Taking an established religion — Buddhism in this case — and picking bits from it piecemeal can be a more dangerous business than it might seem. However much people may dislike the idea, the major world religions have developed incrementally over time to be a comfort and support for humans in their quest for meaning. Even the seemingly eccentric bits can serve a vital purpose, hidden from non-believers. One rejects ‘the boring bits’ of an established religion at one’s peril. Mindfulness, based as it is on meditation, is not simply a path that leads nowhere in particular. It can lead you to that dangerous place, the heart of yourself. And there you may find a great, scary emptiness, or worse, your own personal demons.
Not everyone is strong enough to confront their inner self: in that case, meditation can be an affliction, not a therapy. That phenomenon is being studied at the so-called ‘Dark Night Project’ at Brown University Medical School, where Dr Willoughby Britton deals with the psychic disturbance that meditation can sometimes cause. And that’s of a piece with Buddhist as well as Christian understanding of contemplation; that you can undergo what St John of the Cross called the Dark Night of the Soul. The contemplative life, in Christianity, isn’t for everyone. It is understood that only a few, those with a vocation for it, have the strength to take it on.
There are other aspects of mindfulness which strike me as problematic, not to say unchristian. An important element of the practice is to eschew judgmentalism; to observe and accept ourselves and our surroundings with compassion. Which sounds dandy, except that there are some things about ourselves and our situation which we jolly well shouldn’t be non-judgmental about, which we should be trying to change. One of the best things about the collective culture is that we have a strong moral sense; we consider selfish behaviour unacceptable and hold others to account. Where Buddhism causes us to go within ourselves, to meditate inwardly, Christianity takes you out of yourself — to God and from there to others. Would a ‘mindful’ Britain have the same emphasis on helping others?
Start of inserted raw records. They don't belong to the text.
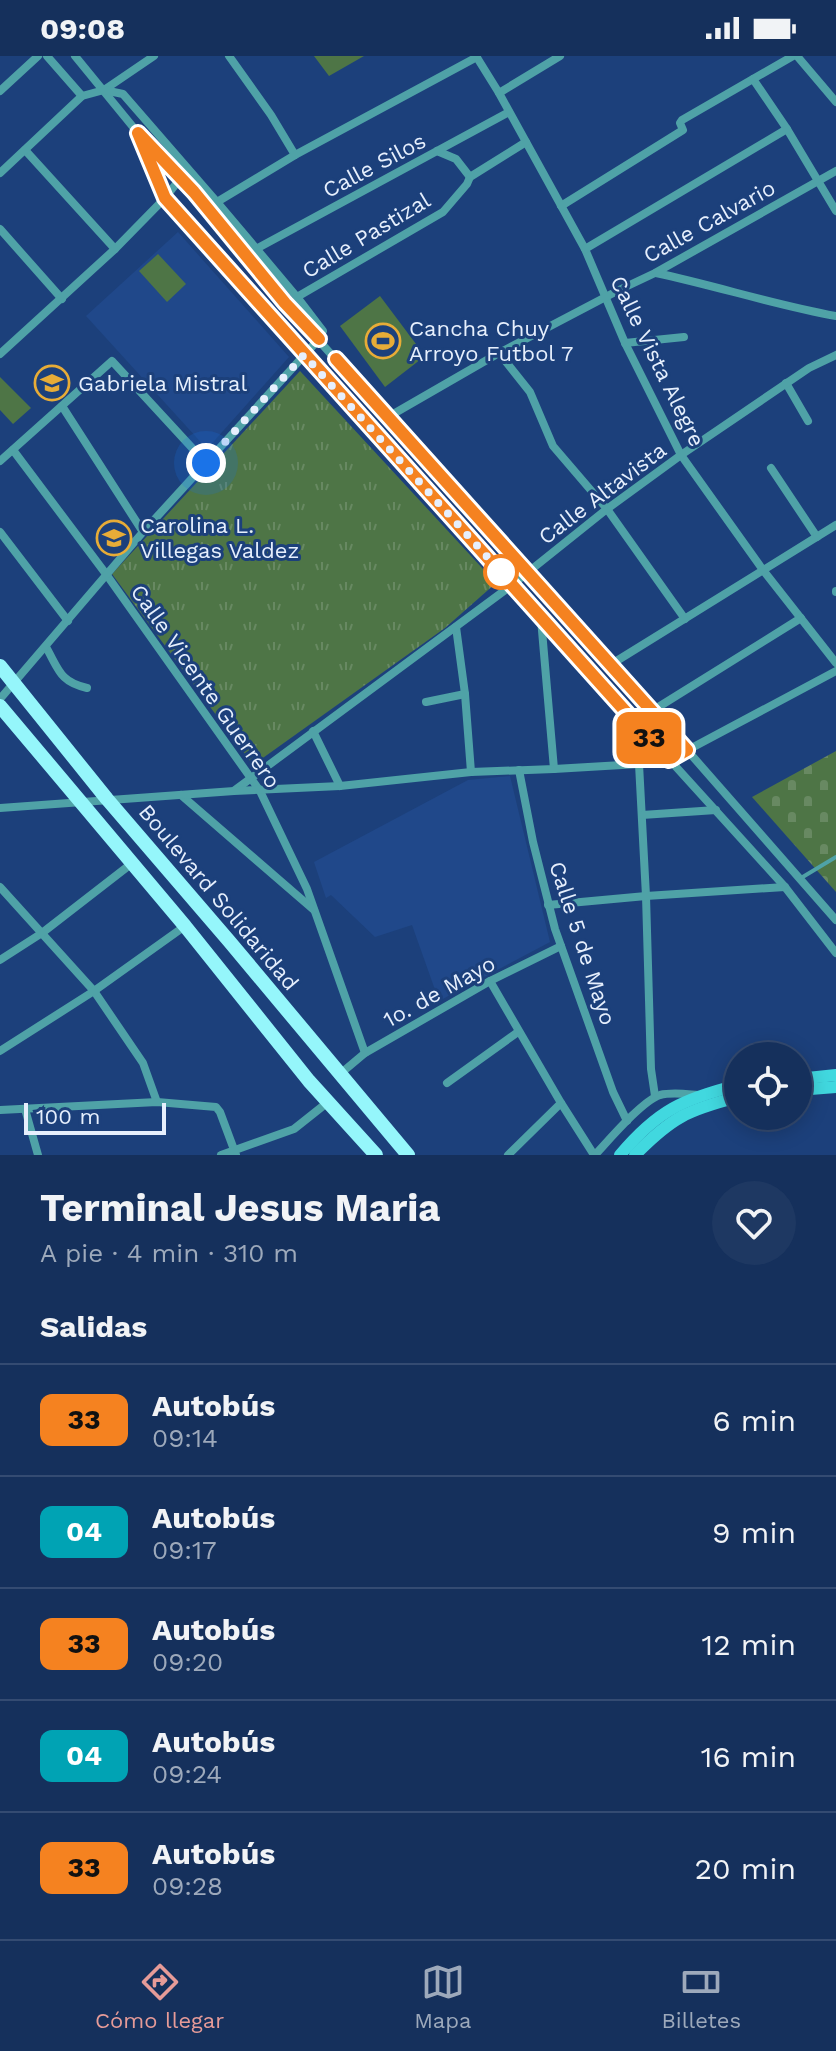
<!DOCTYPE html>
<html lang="es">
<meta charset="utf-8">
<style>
body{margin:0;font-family:"Work Sans",sans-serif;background:#1e3862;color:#f1f3f6;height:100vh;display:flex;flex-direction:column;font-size:30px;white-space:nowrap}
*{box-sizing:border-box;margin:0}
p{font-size:26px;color:#9da9bb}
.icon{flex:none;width:44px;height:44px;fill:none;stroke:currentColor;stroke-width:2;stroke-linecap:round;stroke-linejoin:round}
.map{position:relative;height:1099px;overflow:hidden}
.drawer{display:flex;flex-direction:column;background:#15305c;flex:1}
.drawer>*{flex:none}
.badge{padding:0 16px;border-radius:12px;font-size:28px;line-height:52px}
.controls{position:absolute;left:724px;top:986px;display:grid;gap:16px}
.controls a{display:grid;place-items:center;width:88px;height:88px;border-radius:50%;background:#15305c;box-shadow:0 4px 20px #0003,0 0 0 2px #344b72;font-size:40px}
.scale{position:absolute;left:24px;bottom:20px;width:142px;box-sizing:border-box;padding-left:8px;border:4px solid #e6effd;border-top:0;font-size:22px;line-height:28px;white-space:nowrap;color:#e6effd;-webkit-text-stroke:6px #1c407b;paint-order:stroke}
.you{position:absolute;width:40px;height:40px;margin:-20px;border:6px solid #fff;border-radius:50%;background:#1a73e8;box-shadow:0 0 0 12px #1a73e833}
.map>.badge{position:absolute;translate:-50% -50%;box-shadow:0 0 0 4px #fff}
h2{padding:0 40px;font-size:30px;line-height:72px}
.round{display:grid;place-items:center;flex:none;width:84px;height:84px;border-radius:42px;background:#1e3862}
.headline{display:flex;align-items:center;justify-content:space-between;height:136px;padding:0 40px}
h1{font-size:38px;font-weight:700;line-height:60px}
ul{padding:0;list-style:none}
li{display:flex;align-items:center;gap:24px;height:112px;padding:0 40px;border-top:2px solid #344b72}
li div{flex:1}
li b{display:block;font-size:30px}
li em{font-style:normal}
li .badge{min-width:88px;font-weight:700;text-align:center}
.status{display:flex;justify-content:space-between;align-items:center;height:56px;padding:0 40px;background:#15305c;direction:ltr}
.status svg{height:22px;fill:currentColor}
.dock{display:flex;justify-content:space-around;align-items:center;height:112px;border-top:2px solid #344b72;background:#15305c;font-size:22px;color:#9da9bb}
.dock a{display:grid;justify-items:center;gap:4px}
.dock .on{color:#e69b98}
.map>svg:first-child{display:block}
.built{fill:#20488a}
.grass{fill:#4e7546}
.cemetery{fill:url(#cemetery-stones)}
.park{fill:url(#park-tufts)}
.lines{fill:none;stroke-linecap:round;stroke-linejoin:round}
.lane{stroke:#4fa2a7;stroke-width:4}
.street{stroke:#4fa2a7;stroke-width:8}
.secondary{stroke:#41d8df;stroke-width:12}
.primary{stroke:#95f6fb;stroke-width:14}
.line-casing{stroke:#fff;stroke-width:18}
.line{stroke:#f58220;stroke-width:12}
.walk{stroke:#e6effd;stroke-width:8;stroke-dasharray:0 14.4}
.stop-dot{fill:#fff;stroke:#f58220;stroke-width:4}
.labels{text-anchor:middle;stroke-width:6;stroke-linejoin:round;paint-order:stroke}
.street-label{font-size:22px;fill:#e6effd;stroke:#1c407b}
.poi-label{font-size:22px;fill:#e6effd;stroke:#1c407b;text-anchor:start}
</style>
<div class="status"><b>09:08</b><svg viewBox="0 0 49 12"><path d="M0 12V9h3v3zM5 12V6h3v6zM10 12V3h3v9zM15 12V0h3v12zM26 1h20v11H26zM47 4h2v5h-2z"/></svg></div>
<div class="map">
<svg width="836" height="1099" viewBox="0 0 836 1099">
<defs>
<pattern id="cemetery-stones" width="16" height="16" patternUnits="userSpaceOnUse" patternTransform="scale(2)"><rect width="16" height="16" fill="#4e7546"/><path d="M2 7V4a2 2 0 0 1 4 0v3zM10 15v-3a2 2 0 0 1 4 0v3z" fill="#688962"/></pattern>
<pattern id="park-tufts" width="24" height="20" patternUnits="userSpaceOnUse" patternTransform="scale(2)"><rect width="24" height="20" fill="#4e7546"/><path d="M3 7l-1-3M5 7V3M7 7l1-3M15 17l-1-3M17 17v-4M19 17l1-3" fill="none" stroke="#688962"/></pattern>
</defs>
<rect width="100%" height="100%" fill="#1c407b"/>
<g class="built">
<polygon points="178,176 289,301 207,393 86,260"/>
<polygon points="510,720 550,886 439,945 412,869 375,881 331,839 326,842 314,806 468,724"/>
</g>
<g class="grass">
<polygon points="314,0 364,0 329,20"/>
<polygon points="158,198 186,228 167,246 139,215"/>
<polygon points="380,240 425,300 385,331 340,270"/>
<polygon points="0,321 31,352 13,368 0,354"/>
</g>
<polygon class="cemetery" points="836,695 836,836 752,741"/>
<polygon class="park" points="300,315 496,527 445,572 253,709 112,518"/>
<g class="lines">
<polyline class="lane" points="801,822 836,801"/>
<g class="street">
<polyline points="47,0 82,40"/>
<polyline points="75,0 138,77 207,151 285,247 687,694 836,864"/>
<polyline points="229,0 271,59 295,99"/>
<polyline points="476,0 499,37 585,193 625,287 681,399 763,514 836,607"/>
<polyline points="797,0 836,46"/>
<polyline points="753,23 787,73 836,155"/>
<polyline points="0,35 38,0"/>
<polyline points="499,37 560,0"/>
<polyline points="140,83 165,142 541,562 785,831 836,897"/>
<polyline points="25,94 115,193"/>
<polyline points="437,95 456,103 470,121"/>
<polyline points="0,117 82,40 104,34 154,0"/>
<polyline points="217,146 295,99 477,1"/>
<polyline points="561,150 683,74 680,67 682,64 793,0"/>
<polyline points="0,173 62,243"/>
<polyline points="256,193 509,56"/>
<polyline points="585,193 787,73"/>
<path d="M656 217C717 230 775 249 836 260"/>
<polyline points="297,241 443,156 467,128 470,121 526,86"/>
<polyline points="625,287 684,281"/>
<polyline points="499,297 530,336 553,390 607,453 685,563"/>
<polyline points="0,298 115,193 165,142 183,119"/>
<polyline points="786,327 808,365"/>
<polyline points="62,350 143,476"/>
<polyline points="388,361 499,297 619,234 655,217 836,115"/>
<polyline points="13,394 106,518 260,735 307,833 365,997"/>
<polyline points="0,405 112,305 206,407"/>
<polyline points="771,412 817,481"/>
<polyline points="0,476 68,565"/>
<polyline points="836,535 836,536"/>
<polyline points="541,563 554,713"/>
<polyline points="456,571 465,638 471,716"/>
<path d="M46 591C59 614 60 626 87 632"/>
<polyline points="610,609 836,469"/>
<polyline points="0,643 143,476 319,283 323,275 297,241 217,146 123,38 104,34"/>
<polyline points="426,646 465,638"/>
<polyline points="652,655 801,562"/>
<polyline points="313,675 340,730"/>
<polyline points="639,708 646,840 651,1013 655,1040"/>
<polyline points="519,714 533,786 555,873 613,1036 627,1065"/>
<polyline points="235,734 512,529 607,453 681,399 809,312 836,299"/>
<polyline points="181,739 314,854"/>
<polyline points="0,752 234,735 340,730 471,716 554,713 639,708 669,704 836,615"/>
<polyline points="642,759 716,754"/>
<polyline points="0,831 94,935 143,1007 157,1046"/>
<polyline points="548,849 646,840 785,831"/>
<polyline points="0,904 42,877 131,808"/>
<polyline points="490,925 561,1047 594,1099"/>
<polyline points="0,995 94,935 185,870"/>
<polyline points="340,1018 365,997 490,925 561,890"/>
<polyline points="447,1027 518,976"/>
<polyline points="25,1053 38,1099"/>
<polyline points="0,1054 157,1046 216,1051 220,1056 236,1099"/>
<polyline points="221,1099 294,1073 328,1046"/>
<polyline points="508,1099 561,1047"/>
<path d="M595 1099C609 1084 642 1045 660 1039 672 1036 685 1038 698 1039"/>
</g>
<g class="secondary">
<polyline points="798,1023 836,1019"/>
<polyline points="798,1034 836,1031"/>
<path d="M620 1099C658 1054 683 1043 738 1029"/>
<path d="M635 1099C672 1061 688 1054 738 1041"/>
</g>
<g class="primary">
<polyline points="0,610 107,743 229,885 408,1099"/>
<polyline points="0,650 185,870 309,1025 376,1099"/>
</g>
</g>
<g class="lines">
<g class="line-casing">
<polyline id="line" points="319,283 285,247 194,136 138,77 165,142 669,704 687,694 336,303"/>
</g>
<use href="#line" class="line"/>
<polyline class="walk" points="206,407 304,299 501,516"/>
</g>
<defs>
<g id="stadium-ring" transform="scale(1.8)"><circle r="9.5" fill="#1c407b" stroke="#e7ac37" stroke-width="1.5"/><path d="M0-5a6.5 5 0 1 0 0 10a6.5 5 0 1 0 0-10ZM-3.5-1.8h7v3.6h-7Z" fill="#e7ac37"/></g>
<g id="school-ring" transform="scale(1.8)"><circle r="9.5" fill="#1c407b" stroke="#e7ac37" stroke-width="1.5"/><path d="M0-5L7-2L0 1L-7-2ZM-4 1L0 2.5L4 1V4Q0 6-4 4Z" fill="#e7ac37"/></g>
</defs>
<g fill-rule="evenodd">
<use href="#stadium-ring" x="383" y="285"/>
<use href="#school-ring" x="52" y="327"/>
<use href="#school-ring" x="114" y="482"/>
</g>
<circle class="stop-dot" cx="501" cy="516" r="16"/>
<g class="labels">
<g class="street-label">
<text transform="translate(374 109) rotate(-28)" y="8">Calle Silos</text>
<text transform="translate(709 165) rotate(-29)" y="8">Calle Calvario</text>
<text transform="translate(366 179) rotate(-31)" y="8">Calle Pastizal</text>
<text transform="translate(658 305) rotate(64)" y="8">Calle Vista Alegre</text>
<text transform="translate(602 437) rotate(-37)" y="8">Calle Altavista</text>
<text transform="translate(206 630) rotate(55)" y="8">Calle Vicente Guerrero</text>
<text transform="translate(219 841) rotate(50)" y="8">Boulevard Solidaridad</text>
<text transform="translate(583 887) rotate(72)" y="8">Calle 5 de Mayo</text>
<text transform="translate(439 935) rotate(-29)" y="8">1o. de Mayo</text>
</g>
<g class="poi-label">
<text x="409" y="280">Cancha Chuy<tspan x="409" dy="25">Arroyo Futbol 7</tspan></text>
<text x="78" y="335">Gabriela Mistral</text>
<text x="140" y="477">Carolina L.<tspan x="140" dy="25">Villegas Valdez</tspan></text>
</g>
</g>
</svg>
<div class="controls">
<a><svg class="icon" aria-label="locate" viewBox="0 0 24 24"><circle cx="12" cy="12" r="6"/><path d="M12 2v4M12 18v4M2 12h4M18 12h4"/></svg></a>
</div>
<div class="scale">100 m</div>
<div class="you" style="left:206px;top:407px"></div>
<b class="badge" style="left:649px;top:682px;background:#f58220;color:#111">33</b>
</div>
<section class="drawer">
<div class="headline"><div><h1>Terminal Jesus Maria</h1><p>A pie · 4 min · 310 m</p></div><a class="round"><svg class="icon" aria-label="heart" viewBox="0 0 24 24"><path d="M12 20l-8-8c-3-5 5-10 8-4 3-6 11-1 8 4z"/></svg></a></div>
<h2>Salidas</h2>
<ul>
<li><span class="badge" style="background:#f58220;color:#111">33</span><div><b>Autobús</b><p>09:14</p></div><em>6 min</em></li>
<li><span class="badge" style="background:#00a3b4;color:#fff">04</span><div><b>Autobús</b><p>09:17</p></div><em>9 min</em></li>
<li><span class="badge" style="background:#f58220;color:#111">33</span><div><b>Autobús</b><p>09:20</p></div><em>12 min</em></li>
<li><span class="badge" style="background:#00a3b4;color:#fff">04</span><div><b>Autobús</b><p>09:24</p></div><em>16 min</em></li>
<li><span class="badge" style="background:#f58220;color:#111">33</span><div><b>Autobús</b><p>09:28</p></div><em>20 min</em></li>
</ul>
</section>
<nav class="dock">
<a class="on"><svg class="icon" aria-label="directions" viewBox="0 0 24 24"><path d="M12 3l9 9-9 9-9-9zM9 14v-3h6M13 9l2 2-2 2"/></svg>Cómo llegar</a>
<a><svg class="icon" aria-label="map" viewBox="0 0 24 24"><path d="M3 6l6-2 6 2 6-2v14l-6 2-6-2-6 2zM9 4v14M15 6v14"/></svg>Mapa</a>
<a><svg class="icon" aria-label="tickets" viewBox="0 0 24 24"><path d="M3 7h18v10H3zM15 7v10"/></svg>Billetes</a>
</nav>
This brings me to what really annoys me about being mindful, which is that as far as I can gather, it’s Mostly About Me. Sitting concentrating on your breathing is a good way to chill out and de-stress, but it’s not a particularly good end in itself. Radiating compassion is fine, but it doesn’t obviously translate into action. Where’s the bit about feeding the hungry, visiting the prisoner, all the virtues that Christianity extols? Where in fact is your neighbour in this practice of self-obsession? Given a toss up between going to church, where you rub shoulders with the old, the lonely, the poor, and anyone who cares to pitch up, and a mindfulness session where, for about 25 quid a pop, you can mingle silently with congenial souls in flight from stress, I know which seems more good and human to me. Mindfulness may be the new religion — but it’s no substitute for the old one.